### GOAL OF THE EXERCISE:
Could every line below be written out exactly as it appears?

### EXTRACTED RECORDS:
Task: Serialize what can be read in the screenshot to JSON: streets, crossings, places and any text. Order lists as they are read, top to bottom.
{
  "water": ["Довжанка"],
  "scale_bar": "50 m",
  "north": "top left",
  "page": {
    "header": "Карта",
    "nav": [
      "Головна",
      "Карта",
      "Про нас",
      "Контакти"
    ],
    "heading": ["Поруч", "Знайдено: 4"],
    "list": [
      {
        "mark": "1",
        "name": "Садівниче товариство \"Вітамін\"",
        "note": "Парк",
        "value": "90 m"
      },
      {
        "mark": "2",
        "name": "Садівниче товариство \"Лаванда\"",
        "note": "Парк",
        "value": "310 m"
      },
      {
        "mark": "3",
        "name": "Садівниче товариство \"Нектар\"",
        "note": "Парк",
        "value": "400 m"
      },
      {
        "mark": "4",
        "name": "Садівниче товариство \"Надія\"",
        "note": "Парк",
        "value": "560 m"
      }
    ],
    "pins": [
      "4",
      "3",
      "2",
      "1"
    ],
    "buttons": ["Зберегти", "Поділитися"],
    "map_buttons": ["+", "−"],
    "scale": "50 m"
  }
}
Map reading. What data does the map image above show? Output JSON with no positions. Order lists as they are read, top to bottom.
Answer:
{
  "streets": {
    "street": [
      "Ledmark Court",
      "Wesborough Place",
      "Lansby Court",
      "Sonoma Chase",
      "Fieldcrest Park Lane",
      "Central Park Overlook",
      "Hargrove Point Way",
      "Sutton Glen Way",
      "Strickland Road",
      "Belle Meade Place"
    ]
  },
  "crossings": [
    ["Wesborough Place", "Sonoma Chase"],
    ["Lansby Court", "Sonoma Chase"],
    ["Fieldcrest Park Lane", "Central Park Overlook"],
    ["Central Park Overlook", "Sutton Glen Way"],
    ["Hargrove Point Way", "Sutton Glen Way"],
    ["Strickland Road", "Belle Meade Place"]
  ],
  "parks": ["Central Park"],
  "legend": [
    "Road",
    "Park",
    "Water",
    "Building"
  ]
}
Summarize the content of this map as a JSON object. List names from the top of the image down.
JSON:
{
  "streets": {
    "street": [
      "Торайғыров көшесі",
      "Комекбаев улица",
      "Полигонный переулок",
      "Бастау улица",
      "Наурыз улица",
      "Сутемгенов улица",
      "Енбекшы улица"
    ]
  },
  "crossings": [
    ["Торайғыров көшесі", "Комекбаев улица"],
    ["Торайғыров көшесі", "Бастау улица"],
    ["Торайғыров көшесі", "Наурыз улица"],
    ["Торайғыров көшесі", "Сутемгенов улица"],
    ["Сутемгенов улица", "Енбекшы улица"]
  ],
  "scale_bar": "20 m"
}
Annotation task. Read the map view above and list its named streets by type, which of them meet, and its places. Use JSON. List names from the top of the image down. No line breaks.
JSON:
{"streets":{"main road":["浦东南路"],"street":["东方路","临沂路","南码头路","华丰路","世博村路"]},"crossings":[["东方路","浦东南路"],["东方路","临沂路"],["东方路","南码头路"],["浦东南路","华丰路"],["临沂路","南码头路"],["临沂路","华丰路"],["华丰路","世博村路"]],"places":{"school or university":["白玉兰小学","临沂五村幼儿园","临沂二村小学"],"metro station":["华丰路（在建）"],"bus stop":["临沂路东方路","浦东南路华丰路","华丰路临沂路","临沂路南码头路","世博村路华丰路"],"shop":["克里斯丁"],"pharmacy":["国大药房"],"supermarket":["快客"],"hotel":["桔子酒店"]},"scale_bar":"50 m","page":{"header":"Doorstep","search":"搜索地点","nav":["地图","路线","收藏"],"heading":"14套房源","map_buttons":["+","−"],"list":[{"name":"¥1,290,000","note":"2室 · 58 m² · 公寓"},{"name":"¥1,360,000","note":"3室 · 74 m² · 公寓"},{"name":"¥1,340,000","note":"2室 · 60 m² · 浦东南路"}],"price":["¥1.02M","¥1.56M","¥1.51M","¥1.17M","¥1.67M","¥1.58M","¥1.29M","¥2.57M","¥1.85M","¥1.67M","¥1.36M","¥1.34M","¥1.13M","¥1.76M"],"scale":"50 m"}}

### RESULT OF THIS EXERCISE:
Task: Serialize what can be read in the screenshot to JSON: streets, crossings, places and any text. Order lists as they are read, top to bottom.
{
  "water": ["Довжанка"],
  "scale_bar": "50 m",
  "north": "top left",
  "page": {
    "header": "Карта",
    "nav": [
      "Головна",
      "Карта",
      "Про нас",
      "Контакти"
    ],
    "heading": ["Поруч", "Знайдено: 4"],
    "list": [
      {
        "mark": "1",
        "name": "Садівниче товариство \"Вітамін\"",
        "note": "Парк",
        "value": "90 m"
      },
      {
        "mark": "2",
        "name": "Садівниче товариство \"Лаванда\"",
        "note": "Парк",
        "value": "310 m"
      },
      {
        "mark": "3",
        "name": "Садівниче товариство \"Нектар\"",
        "note": "Парк",
        "value": "400 m"
      },
      {
        "mark": "4",
        "name": "Садівниче товариство \"Надія\"",
        "note": "Парк",
        "value": "560 m"
      }
    ],
    "pins": [
      "4",
      "3",
      "2",
      "1"
    ],
    "buttons": ["Зберегти", "Поділитися"],
    "map_buttons": ["+", "−"],
    "scale": "50 m"
  }
}
Map reading. What data does the map image above show? Output JSON with no positions. Order lists as they are read, top to bottom.
Answer:
{
  "streets": {
    "street": [
      "Ledmark Court",
      "Wesborough Place",
      "Lansby Court",
      "Sonoma Chase",
      "Fieldcrest Park Lane",
      "Central Park Overlook",
      "Hargrove Point Way",
      "Sutton Glen Way",
      "Strickland Road",
      "Belle Meade Place"
    ]
  },
  "crossings": [
    ["Wesborough Place", "Sonoma Chase"],
    ["Lansby Court", "Sonoma Chase"],
    ["Fieldcrest Park Lane", "Central Park Overlook"],
    ["Central Park Overlook", "Sutton Glen Way"],
    ["Hargrove Point Way", "Sutton Glen Way"],
    ["Strickland Road", "Belle Meade Place"]
  ],
  "parks": ["Central Park"],
  "legend": [
    "Road",
    "Park",
    "Water",
    "Building"
  ]
}
Summarize the content of this map as a JSON object. List names from the top of the image down.
JSON:
{
  "streets": {
    "street": [
      "Торайғыров көшесі",
      "Комекбаев улица",
      "Полигонный переулок",
      "Бастау улица",
      "Наурыз улица",
      "Сутемгенов улица",
      "Енбекшы улица"
    ]
  },
  "crossings": [
    ["Торайғыров көшесі", "Комекбаев улица"],
    ["Торайғыров көшесі", "Бастау улица"],
    ["Торайғыров көшесі", "Наурыз улица"],
    ["Торайғыров көшесі", "Сутемгенов улица"],
    ["Сутемгенов улица", "Енбекшы улица"]
  ],
  "scale_bar": "20 m"
}
Annotation task. Read the map view above and list its named streets by type, which of them meet, and its places. Use JSON. List names from the top of the image down. No line breaks.
JSON:
{"streets":{"main road":["浦东南路"],"street":["东方路","临沂路","南码头路","华丰路","世博村路"]},"crossings":[["东方路","浦东南路"],["东方路","临沂路"],["东方路","南码头路"],["浦东南路","华丰路"],["临沂路","南码头路"],["临沂路","华丰路"],["华丰路","世博村路"]],"places":{"school or university":["白玉兰小学","临沂五村幼儿园","临沂二村小学"],"metro station":["华丰路（在建）"],"bus stop":["临沂路东方路","浦东南路华丰路","华丰路临沂路","临沂路南码头路","世博村路华丰路"],"shop":["克里斯丁"],"pharmacy":["国大药房"],"supermarket":["快客"],"hotel":["桔子酒店"]},"scale_bar":"50 m","page":{"header":"Doorstep","search":"搜索地点","nav":["地图","路线","收藏"],"heading":"14套房源","map_buttons":["+","−"],"list":[{"name":"¥1,290,000","note":"2室 · 58 m² · 公寓"},{"name":"¥1,360,000","note":"3室 · 74 m² · 公寓"},{"name":"¥1,340,000","note":"2室 · 60 m² · 浦东南路"}],"price":["¥1.02M","¥1.56M","¥1.51M","¥1.17M","¥1.67M","¥1.58M","¥1.29M","¥2.57M","¥1.85M","¥1.67M","¥1.36M","¥1.34M","¥1.13M","¥1.76M"],"scale":"50 m"}}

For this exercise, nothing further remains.